Problem details:
Reproduce nothing beyond the line containing "1px #b2b6bb) drop-shadow(0". From the first line of the data below down to it, copy each line exactly, without the pictures.

Collected data

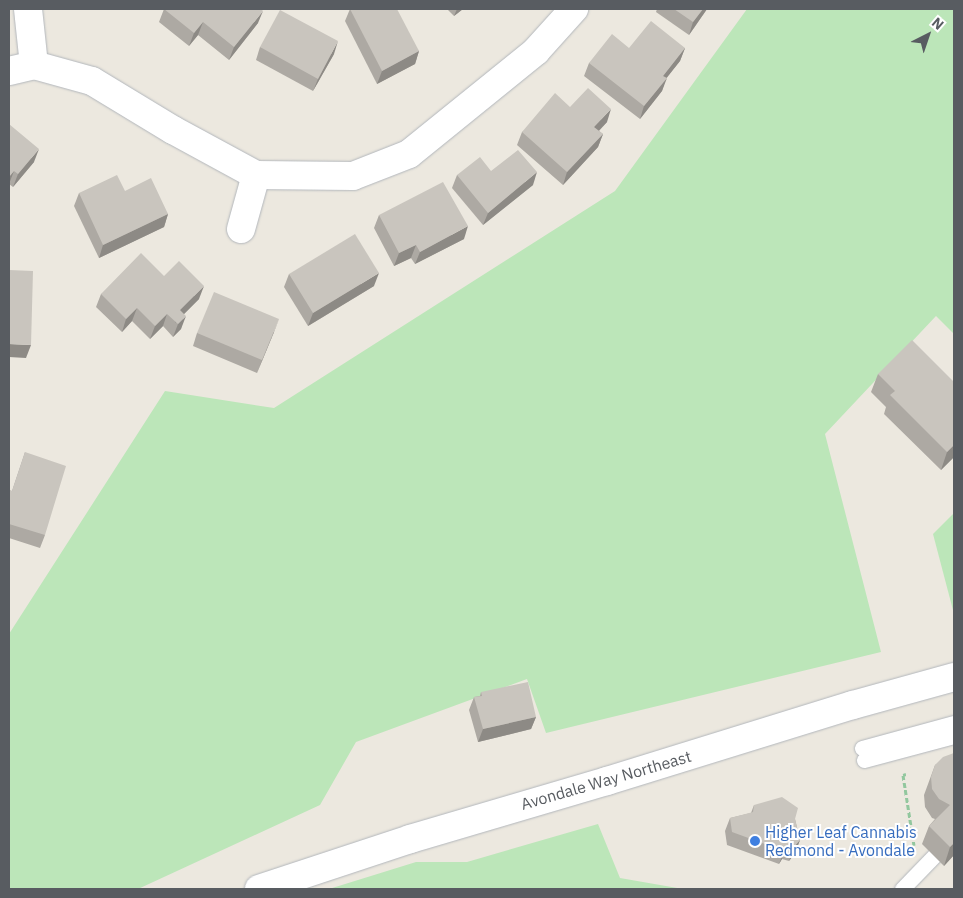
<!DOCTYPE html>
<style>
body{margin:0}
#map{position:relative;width:963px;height:898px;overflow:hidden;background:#ece8df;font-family:"IBM Plex Sans",sans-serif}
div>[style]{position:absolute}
.green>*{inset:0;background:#bce6b9}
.path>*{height:3px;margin-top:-1.5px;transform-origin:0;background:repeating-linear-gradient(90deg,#92c79e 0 5px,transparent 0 7.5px)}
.roads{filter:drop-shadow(0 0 1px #b2b6bb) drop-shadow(0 0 1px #b2b6bb)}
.service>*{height:15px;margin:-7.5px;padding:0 7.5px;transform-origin:7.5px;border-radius:7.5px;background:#fff}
.minor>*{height:28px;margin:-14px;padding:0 14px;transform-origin:14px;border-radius:14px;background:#fff}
.tertiary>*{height:28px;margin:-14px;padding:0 14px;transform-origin:14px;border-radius:14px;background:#fff}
.wall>*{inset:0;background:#ada9a3}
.shaded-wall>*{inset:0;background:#8d8a85}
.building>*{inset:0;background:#c9c5be}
.dots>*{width:14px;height:14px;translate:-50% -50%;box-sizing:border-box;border:2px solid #fff;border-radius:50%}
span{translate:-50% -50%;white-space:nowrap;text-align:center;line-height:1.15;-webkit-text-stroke:4px #fff;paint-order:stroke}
.street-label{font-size:16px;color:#585c61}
.shop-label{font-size:16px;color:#366cbe}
.left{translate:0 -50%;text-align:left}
.frame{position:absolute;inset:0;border:10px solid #585c61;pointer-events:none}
.north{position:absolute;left:903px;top:10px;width:50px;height:50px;-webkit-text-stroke:4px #fff;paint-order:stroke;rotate:41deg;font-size:14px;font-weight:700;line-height:20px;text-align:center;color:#585c61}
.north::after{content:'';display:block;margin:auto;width:18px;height:22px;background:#585c61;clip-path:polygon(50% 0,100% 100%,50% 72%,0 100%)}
</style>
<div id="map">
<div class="green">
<i style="clip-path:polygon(747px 9px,954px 9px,954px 334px,936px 316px,825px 434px,881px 652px,546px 733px,527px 679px,356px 742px,320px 805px,138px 889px,9px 889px,9px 634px,165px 391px,274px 408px,615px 191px)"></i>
<i style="clip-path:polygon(954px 513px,954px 614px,933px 534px)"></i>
<i style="clip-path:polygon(598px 824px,620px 878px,683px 889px,329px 889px,416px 862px,467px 862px)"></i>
</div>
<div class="path">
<i style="left:906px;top:774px;width:3px;rotate:162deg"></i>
<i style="left:903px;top:775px;width:71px;rotate:81.1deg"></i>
</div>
<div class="roads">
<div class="service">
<i style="left:862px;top:748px;width:95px;rotate:-15.2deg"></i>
<i style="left:864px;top:760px;width:93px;rotate:-14.9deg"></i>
<i style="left:902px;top:889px;width:46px;rotate:-45.9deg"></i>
</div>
<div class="minor">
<i style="left:28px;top:9px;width:56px;rotate:83.9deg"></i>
<i style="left:9px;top:71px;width:26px;rotate:-13deg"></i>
<i style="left:34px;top:65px;width:60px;rotate:15.4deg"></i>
<i style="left:92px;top:81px;width:95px;rotate:31.2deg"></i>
<i style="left:173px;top:130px;width:94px;rotate:28.5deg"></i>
<i style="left:256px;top:175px;width:97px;rotate:0.6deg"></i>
<i style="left:353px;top:176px;width:60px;rotate:-21.4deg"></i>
<i style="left:409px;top:154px;width:164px;rotate:-39deg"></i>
<i style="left:536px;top:51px;width:57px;rotate:-47.9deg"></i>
<i style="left:241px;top:229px;width:56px;rotate:-74.5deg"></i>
</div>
<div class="tertiary">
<i style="left:259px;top:889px;width:159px;rotate:-18.3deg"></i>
<i style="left:410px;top:839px;width:205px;rotate:-16.4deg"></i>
<i style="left:607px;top:781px;width:257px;rotate:-17.2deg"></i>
<i style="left:853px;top:705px;width:105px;rotate:-15.5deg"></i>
</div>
</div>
<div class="wall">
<i style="clip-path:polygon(164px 9px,258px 23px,229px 60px,198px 35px,189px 46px,159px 22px)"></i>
<i style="clip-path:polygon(350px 9px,419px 51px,415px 64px,377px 84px,345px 21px)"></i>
<i style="clip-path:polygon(447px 9px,463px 9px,454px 16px)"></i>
<i style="clip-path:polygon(657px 9px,707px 9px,689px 35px,656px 12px)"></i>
<i style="clip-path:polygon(260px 47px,334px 54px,313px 91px,256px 60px)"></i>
<i style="clip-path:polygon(629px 48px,685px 48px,680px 61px,666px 78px,662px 91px,640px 119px,584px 76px,589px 63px)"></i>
<i style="clip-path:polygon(570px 107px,607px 122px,599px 131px,603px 134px,598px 147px,563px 185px,517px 145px,522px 132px)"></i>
<i style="clip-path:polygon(9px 124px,34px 162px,13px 187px,9px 184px,9px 185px)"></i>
<i style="clip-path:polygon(491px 171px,533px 185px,483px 225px,452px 188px,457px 175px)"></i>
<i style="clip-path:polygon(125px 191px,168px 214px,164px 227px,99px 258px,74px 206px,79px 193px)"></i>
<i style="clip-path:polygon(379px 215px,464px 239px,415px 264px,411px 258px,394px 266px,374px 228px)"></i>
<i style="clip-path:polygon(289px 274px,374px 286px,308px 326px,284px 287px)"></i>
<i style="clip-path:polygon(164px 276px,199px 299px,184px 314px,181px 329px,173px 337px,163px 326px,150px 339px,132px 321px,122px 332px,96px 307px,101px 294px)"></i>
<i style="clip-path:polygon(274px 332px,257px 373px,193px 346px,197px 333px)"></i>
<i style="clip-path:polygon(878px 374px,954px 382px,954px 457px,941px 470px,884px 414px,886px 407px,871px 392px)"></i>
<i style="clip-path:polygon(25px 452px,45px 535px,40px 548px,9px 538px,9px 490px,12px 491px)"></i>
<i style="clip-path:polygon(481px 692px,536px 717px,531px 729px,478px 742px,469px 710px,474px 697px,480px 696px)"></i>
<i style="clip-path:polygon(954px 753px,954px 855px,944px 866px,922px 844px,929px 826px,935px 819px,932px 818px,925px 807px,924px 795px,935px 765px)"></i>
<i style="clip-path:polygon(754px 805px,795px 819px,800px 840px,795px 853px,789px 861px,782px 859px,779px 864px,727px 845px,725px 831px,730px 818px,751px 813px)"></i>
</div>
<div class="shaded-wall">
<i style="clip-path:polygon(457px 9px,463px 9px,454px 16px)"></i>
<i style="clip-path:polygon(703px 9px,707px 9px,689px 35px,693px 22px)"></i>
<i style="clip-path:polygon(263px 11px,258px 23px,229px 60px,234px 47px)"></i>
<i style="clip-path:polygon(203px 22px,198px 35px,189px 46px,194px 33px)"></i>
<i style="clip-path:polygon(338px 41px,334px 54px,313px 91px,318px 79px)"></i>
<i style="clip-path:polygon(685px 48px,680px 61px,658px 89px,663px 76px)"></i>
<i style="clip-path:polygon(419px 51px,415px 64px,377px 84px,382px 71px)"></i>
<i style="clip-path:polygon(667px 78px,662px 91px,640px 119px,644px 106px)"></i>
<i style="clip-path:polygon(611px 109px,607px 122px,590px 140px,594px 127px)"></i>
<i style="clip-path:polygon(603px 134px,598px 147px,563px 185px,567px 172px)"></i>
<i style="clip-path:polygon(39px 149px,34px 162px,13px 187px,18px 174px)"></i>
<i style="clip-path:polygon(14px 171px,9px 184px,9px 185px,9px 177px)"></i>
<i style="clip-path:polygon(537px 172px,533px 185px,483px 225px,488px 213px)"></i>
<i style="clip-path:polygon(168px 214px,164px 227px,99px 258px,103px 245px)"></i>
<i style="clip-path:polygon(468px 226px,464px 239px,415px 264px,420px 252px)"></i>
<i style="clip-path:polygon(416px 245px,411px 258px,394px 266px,399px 253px)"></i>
<i style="clip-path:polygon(379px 273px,374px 286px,308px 326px,313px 313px)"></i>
<i style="clip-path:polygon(204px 286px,199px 299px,175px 323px,180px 310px)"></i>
<i style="clip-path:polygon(137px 308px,132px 321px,122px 332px,126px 319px)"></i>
<i style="clip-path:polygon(167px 314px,163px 326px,150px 339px,155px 326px)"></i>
<i style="clip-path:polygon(186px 316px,181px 329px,173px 337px,178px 324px)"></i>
<i style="clip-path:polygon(279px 319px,274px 332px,257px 373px,262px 360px)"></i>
<i style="clip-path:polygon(9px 344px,31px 345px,26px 358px,9px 357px)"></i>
<i style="clip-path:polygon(954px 445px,954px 457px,941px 470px,947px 452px)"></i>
<i style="clip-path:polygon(536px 717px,531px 729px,478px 742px,483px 729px)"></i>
<i style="clip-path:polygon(800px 840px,795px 853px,789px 861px,793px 848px)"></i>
<i style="clip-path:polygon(954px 843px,954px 855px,944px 866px,950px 847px)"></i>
<i style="clip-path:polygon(787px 846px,782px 859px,779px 864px,784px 851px)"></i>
</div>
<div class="building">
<i style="clip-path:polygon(164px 9px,261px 9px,263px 11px,234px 47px,203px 22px,194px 33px)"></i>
<i style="clip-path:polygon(350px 9px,397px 9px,419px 51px,382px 71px)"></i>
<i style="clip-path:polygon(674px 9px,703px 9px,693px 22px)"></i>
<i style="clip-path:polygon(280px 10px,338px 41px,318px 79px,260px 47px)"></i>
<i style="clip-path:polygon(651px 21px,685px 48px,663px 76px,667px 78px,644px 106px,589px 63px,612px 34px,629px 48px)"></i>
<i style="clip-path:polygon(588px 88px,611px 109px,594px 127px,603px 134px,567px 172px,522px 132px,555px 93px,570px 107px)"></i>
<i style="clip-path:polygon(9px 124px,39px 149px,18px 174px,14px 171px,9px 177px)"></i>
<i style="clip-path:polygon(518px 150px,537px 172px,488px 213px,457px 175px,480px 157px,491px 171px)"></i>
<i style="clip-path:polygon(117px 175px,125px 191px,151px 178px,168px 214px,103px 245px,79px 193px)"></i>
<i style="clip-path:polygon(443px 182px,468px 226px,420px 252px,416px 245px,399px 253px,379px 215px)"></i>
<i style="clip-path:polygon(355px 234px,379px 273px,313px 313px,289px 274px)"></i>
<i style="clip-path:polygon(141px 253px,164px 276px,179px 261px,204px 286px,180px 310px,186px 316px,178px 324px,167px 314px,155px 326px,137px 308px,126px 319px,101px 294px)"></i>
<i style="clip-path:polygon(9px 270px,33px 271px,31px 345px,9px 344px)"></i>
<i style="clip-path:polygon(214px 292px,279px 319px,262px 360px,197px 333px)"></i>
<i style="clip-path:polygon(912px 340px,954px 382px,954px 445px,947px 452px,890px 395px,895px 391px,878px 374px)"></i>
<i style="clip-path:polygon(25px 452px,66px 466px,45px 535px,9px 524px,9px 490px,12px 491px)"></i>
<i style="clip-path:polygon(528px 682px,536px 717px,483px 729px,474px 697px,482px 696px,481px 692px)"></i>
<i style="clip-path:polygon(954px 753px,954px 843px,950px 847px,929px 826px,950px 805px,939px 799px,932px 789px,931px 777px,935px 765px,943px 757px)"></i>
<i style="clip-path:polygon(782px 797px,798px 808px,795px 819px,800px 840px,793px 848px,787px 846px,784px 851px,732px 832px,730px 818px,753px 812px,754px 805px)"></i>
</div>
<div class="dots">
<i style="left:755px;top:841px;background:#3f7fe0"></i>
</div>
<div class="street-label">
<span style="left:606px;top:780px;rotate:-16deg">Avondale Way Northeast</span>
</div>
<div class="shop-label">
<span class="left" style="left:765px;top:841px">Higher Leaf Cannabis<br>Redmond - Avondale</span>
</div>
<div class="frame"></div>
<div class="north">N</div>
</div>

Answer to this problem:
<!DOCTYPE html>
<style>
body{margin:0}
#map{position:relative;width:963px;height:898px;overflow:hidden;background:#ece8df;font-family:"IBM Plex Sans",sans-serif}
div>[style]{position:absolute}
.green>*{inset:0;background:#bce6b9}
.path>*{height:3px;margin-top:-1.5px;transform-origin:0;background:repeating-linear-gradient(90deg,#92c79e 0 5px,transparent 0 7.5px)}
.roads{filter:drop-shadow(0 0 1px #b2b6bb) drop-shadow(0 0 1px #b2b6bb)}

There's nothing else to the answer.